Data for the task:
******

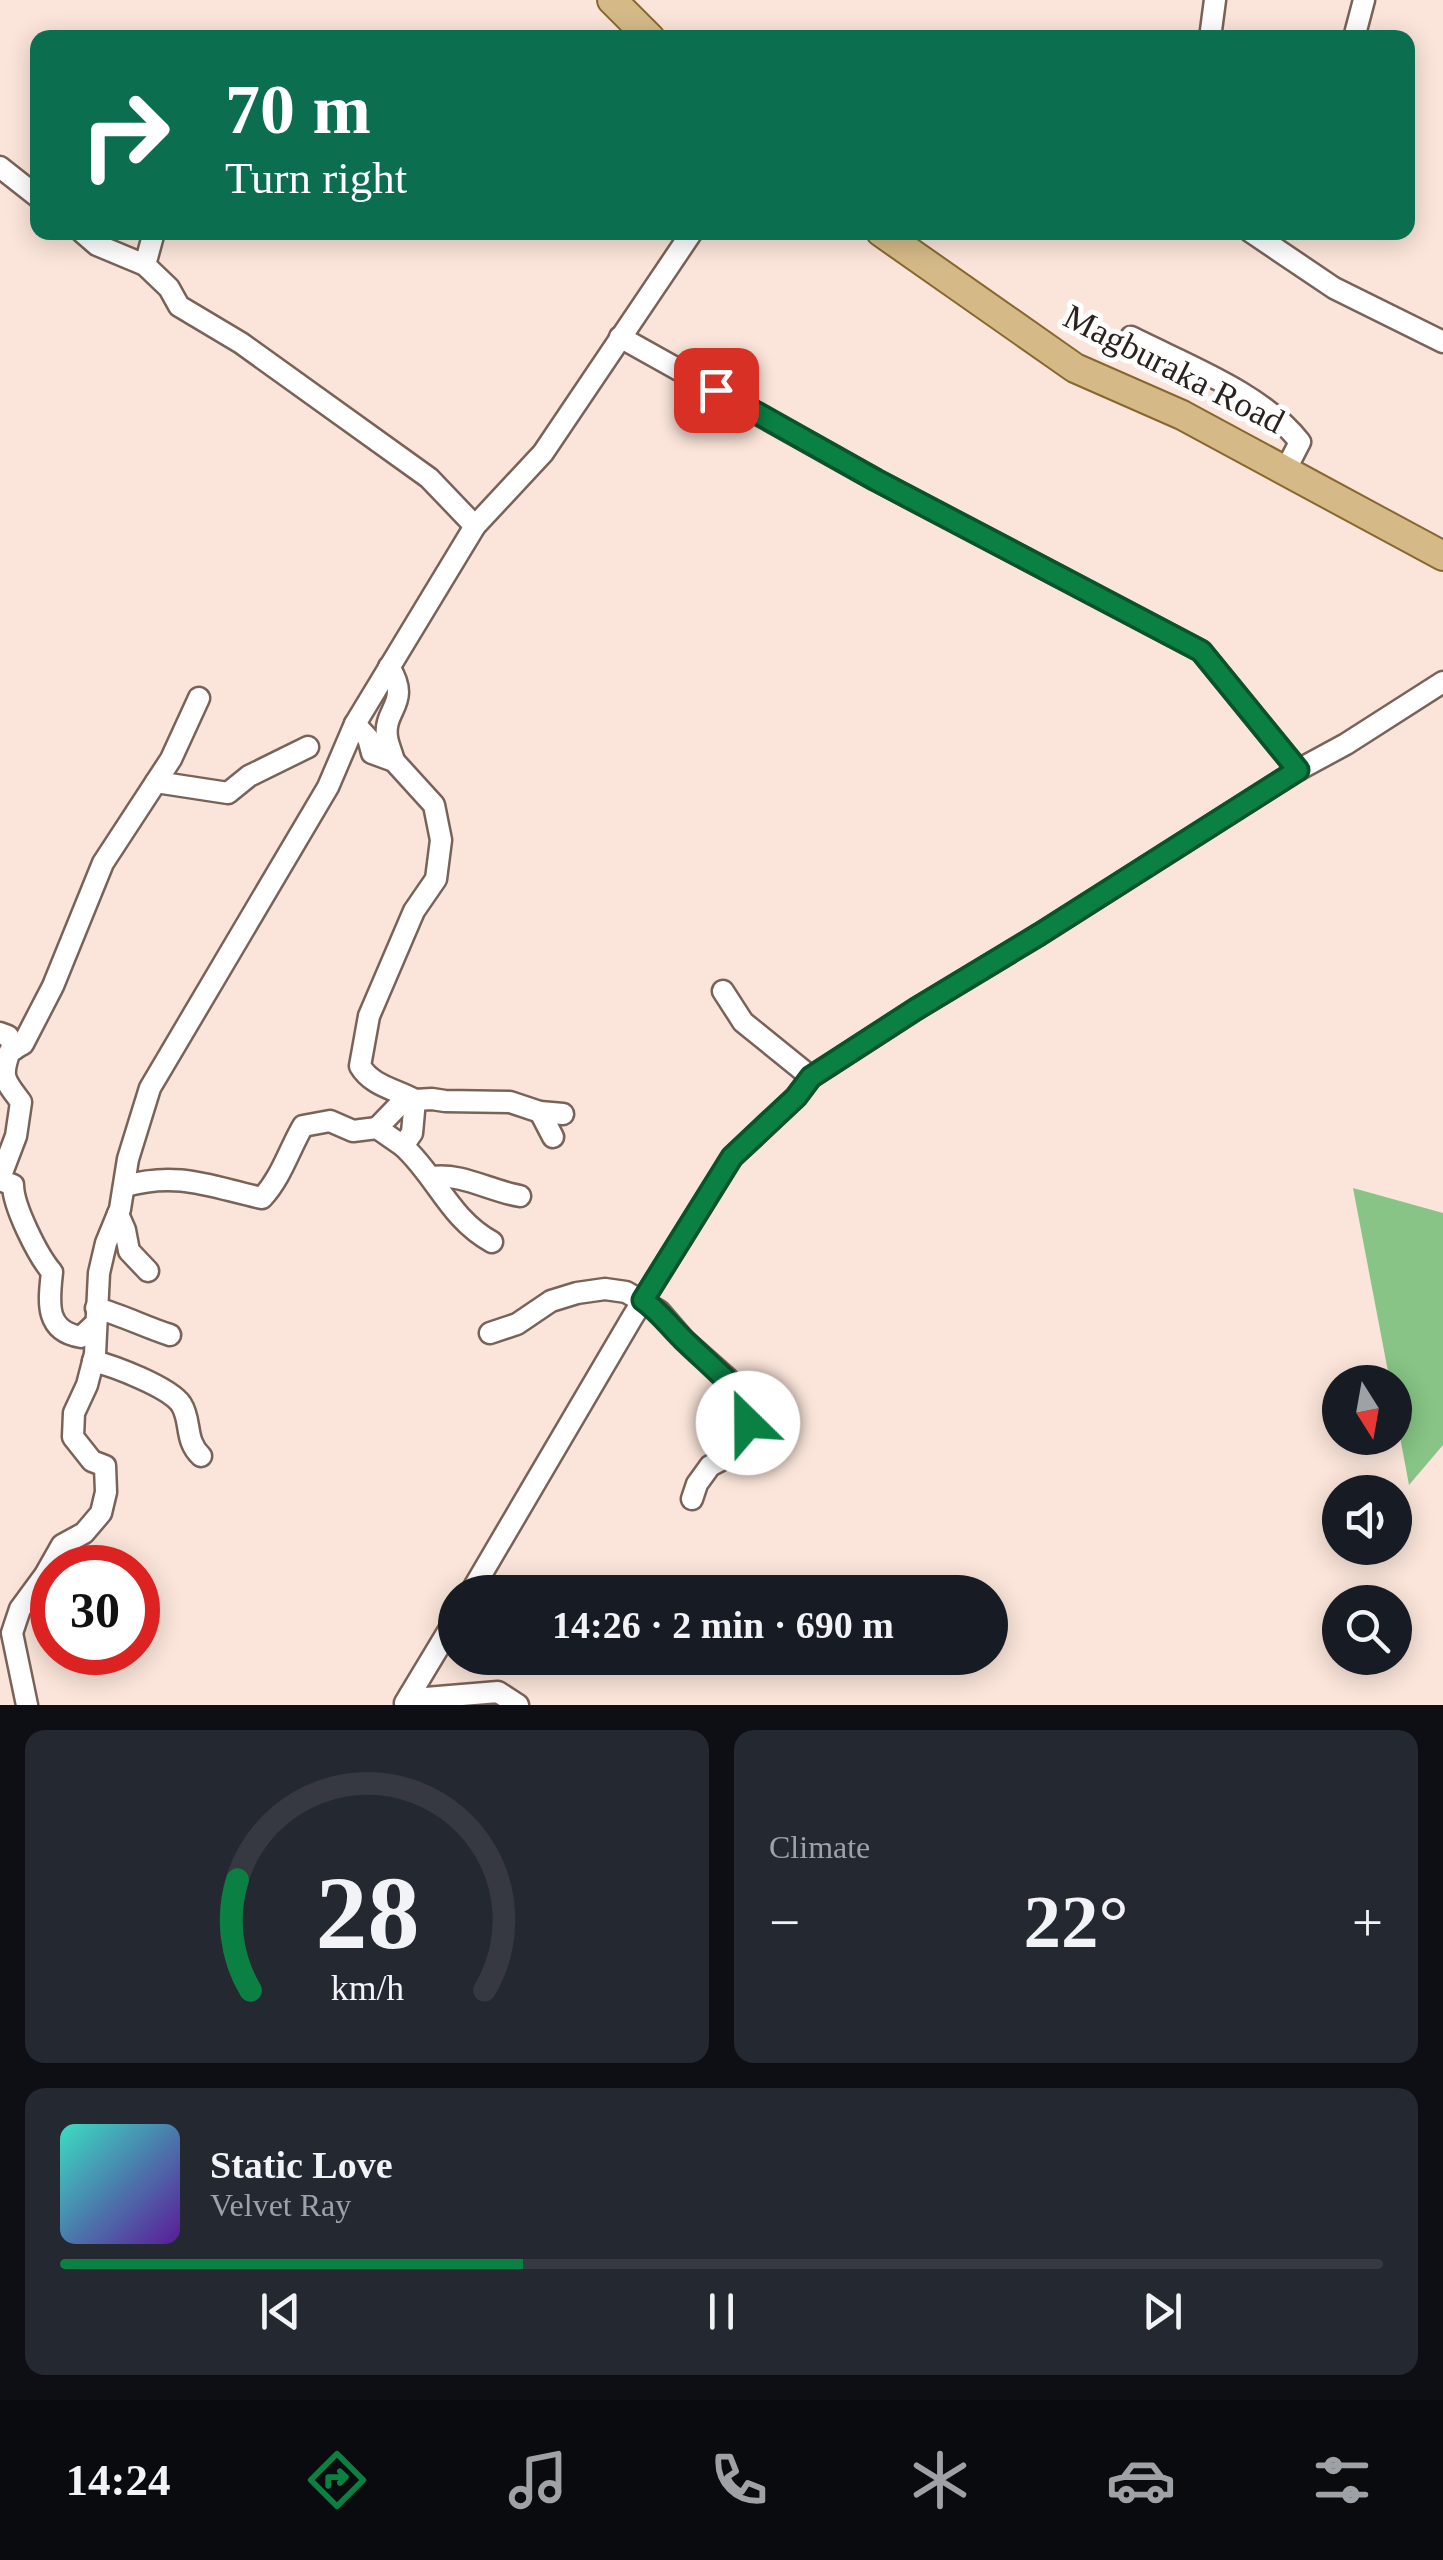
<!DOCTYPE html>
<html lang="en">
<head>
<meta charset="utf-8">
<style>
	:root { --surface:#171b24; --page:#242831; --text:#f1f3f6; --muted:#9ea1a6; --line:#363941; --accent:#0b8043 }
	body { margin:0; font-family:"Times New Roman",serif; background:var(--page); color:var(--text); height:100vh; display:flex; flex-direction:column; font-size:38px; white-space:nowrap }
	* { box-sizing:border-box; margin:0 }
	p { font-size:32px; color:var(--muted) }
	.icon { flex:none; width:55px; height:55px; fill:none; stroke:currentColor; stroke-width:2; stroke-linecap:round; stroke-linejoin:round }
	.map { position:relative; height:1705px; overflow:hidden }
	.panel { display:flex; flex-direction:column; gap:25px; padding:25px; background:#0d0f14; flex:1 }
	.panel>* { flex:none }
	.top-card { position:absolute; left:30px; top:30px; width:1385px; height:210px; border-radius:20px; box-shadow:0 5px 25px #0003; background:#0b6e4f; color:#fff; overflow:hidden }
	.needle { width:65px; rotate:169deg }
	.buttons { position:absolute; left:1322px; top:1365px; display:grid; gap:20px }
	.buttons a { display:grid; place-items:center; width:90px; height:90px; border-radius:50%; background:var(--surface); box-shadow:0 5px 25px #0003; font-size:50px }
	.speed { position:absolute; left:30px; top:1545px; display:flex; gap:20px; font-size:50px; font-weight:700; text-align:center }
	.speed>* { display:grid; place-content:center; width:130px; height:130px; border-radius:50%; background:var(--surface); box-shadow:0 5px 25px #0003; line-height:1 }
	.speed .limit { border:15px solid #d22; background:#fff; color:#111 }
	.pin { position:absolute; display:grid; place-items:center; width:85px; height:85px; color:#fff; margin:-42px; border-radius:20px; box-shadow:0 5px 15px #0006 }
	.me { position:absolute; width:110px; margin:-55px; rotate:337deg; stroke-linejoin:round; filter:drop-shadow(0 0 8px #0008) }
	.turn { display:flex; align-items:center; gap:35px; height:210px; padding:0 30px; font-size:45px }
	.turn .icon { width:130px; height:130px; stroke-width:2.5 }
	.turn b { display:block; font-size:70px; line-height:85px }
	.big { font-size:75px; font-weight:800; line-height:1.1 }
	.panel .widget { flex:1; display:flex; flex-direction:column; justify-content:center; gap:15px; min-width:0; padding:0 35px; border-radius:20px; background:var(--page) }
	.panel .dial { align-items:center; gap:0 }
	.dial svg { height:260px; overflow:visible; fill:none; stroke:var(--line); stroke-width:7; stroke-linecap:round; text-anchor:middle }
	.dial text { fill:var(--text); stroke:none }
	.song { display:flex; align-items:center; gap:30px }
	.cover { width:120px; height:120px; border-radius:15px; background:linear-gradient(135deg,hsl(170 70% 55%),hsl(270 70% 35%)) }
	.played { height:10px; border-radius:5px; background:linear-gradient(90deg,var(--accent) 35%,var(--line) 35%) }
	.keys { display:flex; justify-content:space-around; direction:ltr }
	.heat { display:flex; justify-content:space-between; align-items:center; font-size:55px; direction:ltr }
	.panel .tiles { flex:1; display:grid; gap:25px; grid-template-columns:1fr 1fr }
	.widget:last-child { grid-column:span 2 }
	.trip { position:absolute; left:438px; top:1575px; width:570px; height:100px; border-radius:50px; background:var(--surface); box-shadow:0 5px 25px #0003; font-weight:800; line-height:100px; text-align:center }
	.tabs { display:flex; height:160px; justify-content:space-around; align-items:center; background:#090b0e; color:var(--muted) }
	.tabs .icon { width:70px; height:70px }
	.tabs .selected { color:var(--accent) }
	.tabs b { font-size:45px; color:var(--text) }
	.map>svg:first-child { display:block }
</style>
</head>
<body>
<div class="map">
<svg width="1443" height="1705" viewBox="0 0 1443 1705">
	<rect width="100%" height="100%" fill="#fbe5da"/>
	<polygon fill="#87c485" points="1353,1188 1443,1213 1443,1445 1409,1485 1395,1410 1395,1382 1390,1382"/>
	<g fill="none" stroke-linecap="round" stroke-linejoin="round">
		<defs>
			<g id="minor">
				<polyline points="1210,38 1215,0"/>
				<polyline points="1354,38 1364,0"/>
				<polyline points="0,167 38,197"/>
				<polyline points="82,232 97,245 145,265 169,288 179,306 241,343 429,478 475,526"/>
				<polyline points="1251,232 1334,288 1443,342"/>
				<polyline points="145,265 154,232"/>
				<polyline points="620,337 876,480 1201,651 1298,770"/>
				<path d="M1131,337C1186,365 1262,393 1300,442L1286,469"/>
				<path d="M389,667C412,703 383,709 387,737C388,745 392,753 394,761"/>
				<path d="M355,724L368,738L372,753L394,761L434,805L441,840L436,879L414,911L369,1016L360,1066C372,1086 395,1089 415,1100"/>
				<polyline points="156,782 228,793 249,776 308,747"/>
				<polyline points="723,991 743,1022 811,1077"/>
				<polyline points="0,1033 8,1036 15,1049"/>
				<polyline points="540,1112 553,1137"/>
				<polyline points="377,1128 405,1099 415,1100"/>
				<path d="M432,1177C462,1173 490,1191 520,1196"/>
				<path d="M0,1178L16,1136L21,1102C5,1080 0,1078 10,1051L23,1044L53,986L103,863L171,759L199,698"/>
				<path d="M0,1180L13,1185C13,1206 38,1256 52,1272C49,1301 44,1331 81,1337L96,1323"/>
				<path d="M125,1186C179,1171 211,1187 262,1198C281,1178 289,1150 303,1126L330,1121L353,1131L377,1128L403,1146"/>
				<polyline points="118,1214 125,1230 129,1251 148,1271"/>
				<path d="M492,1242C449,1218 437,1177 403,1146L412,1133L415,1100L432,1099L445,1101L510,1102L540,1112L563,1114"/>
				<path d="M96,1308C122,1315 145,1327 170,1335"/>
				<polyline points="490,1333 517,1324 551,1301 577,1293 605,1289 626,1292 659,1311 684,1340 727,1378 750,1404 748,1423 727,1457 710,1466 697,1484 692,1499"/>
				<path d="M93,1361C114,1366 169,1387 181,1404C192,1421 184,1440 201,1456"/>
				<polyline points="471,1592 632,1318 732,1157 796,1097 811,1077 916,1009 1040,934 1298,770 1346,744 1443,682"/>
				<polyline points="410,1695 426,1698 498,1692 518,1705"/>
				<polyline points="405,1703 455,1620"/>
				<polyline points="27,1705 12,1633 20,1609 45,1575 62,1545 84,1533 101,1513 106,1492 105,1466 92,1461 73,1437 74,1413 87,1385 95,1354 99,1273 106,1243 120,1209 128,1159 150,1088 328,787 355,724 475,526 543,453 692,232"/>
			</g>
			<g id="major">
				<polyline points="612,0 650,38"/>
				<polyline points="881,232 1075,368 1182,415 1443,556"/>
			</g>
		</defs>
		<use href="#minor" stroke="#796257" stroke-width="25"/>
		<use href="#major" stroke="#88672f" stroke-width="32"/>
		<use href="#minor" stroke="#fff" stroke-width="20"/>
		<use href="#major" stroke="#d5ba88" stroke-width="28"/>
	</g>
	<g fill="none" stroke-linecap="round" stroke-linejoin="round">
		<defs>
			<path id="route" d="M716,390L876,480L1201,651L1298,770L1040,934L916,1009L811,1077L796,1097L732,1157L643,1300C660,1312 670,1327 685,1341C707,1362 729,1381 750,1404L748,1423"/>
		</defs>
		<use href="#route" stroke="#07532c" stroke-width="25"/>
		<use href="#route" stroke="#0b8043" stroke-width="18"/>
	</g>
	<g text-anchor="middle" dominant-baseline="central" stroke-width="10" stroke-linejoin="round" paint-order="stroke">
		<g font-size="35" fill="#2c221d" stroke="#fff">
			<text transform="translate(1174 369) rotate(27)">Magburaka Road</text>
		</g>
	</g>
</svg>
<div class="buttons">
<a><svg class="needle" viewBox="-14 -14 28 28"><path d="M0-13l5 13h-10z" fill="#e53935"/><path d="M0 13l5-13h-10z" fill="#9ea1a6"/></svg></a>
<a><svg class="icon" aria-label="sound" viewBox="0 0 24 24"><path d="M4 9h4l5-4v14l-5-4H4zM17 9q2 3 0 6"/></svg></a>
<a><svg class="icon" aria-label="search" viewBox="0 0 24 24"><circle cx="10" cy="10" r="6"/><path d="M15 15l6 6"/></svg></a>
</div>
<div class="speed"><div class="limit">30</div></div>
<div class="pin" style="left:716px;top:390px;background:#d93025"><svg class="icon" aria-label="arrive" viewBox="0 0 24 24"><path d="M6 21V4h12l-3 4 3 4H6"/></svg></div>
<svg class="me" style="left:748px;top:1423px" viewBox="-20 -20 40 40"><circle r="19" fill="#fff"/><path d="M0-13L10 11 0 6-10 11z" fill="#0b8043"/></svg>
<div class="trip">14:26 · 2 min · 690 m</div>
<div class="top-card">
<div class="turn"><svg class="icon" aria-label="right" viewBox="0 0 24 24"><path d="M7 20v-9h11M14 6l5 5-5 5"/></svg><div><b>70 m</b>Turn right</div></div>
</div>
</div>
<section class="panel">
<div class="tiles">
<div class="widget dial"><svg viewBox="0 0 100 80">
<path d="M14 69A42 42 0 1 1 86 69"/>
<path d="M14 69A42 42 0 0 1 10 35" stroke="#0b8043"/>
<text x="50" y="56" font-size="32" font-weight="700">28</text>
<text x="50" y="72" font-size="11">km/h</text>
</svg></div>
<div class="widget"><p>Climate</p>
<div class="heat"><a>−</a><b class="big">22°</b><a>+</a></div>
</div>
<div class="widget">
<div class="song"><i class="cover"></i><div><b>Static Love</b><p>Velvet Ray</p></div></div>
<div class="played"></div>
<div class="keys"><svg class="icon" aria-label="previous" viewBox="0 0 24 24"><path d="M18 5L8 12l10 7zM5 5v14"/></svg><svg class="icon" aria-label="pause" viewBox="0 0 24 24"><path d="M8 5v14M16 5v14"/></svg><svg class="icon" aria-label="next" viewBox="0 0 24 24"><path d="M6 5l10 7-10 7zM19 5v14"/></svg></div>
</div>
</div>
</section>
<nav class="tabs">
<b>14:24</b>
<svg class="icon selected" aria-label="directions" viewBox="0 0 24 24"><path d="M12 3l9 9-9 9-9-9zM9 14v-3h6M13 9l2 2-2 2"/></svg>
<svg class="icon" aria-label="music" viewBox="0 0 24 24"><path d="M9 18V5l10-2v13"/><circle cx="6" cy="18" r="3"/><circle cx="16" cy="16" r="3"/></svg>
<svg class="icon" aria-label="phone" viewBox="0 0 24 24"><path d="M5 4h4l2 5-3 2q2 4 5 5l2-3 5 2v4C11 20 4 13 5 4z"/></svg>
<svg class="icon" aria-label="climate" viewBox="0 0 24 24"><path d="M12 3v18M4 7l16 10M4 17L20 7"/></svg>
<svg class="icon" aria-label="car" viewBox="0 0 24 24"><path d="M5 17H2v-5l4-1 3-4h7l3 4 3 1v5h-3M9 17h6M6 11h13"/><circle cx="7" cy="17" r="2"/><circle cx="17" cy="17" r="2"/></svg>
<svg class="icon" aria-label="filters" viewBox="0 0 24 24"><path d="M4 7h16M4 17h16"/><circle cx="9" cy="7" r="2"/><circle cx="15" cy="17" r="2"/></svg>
</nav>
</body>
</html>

******

Please go through the data above and copy each line containing the word "body".

	body { margin:0; font-family:"Times New Roman",serif; background:var(--page); color:var(--text); height:100vh; display:flex; flex-direction:column; font-size:38px; white-space:nowrap }
<body>
</body>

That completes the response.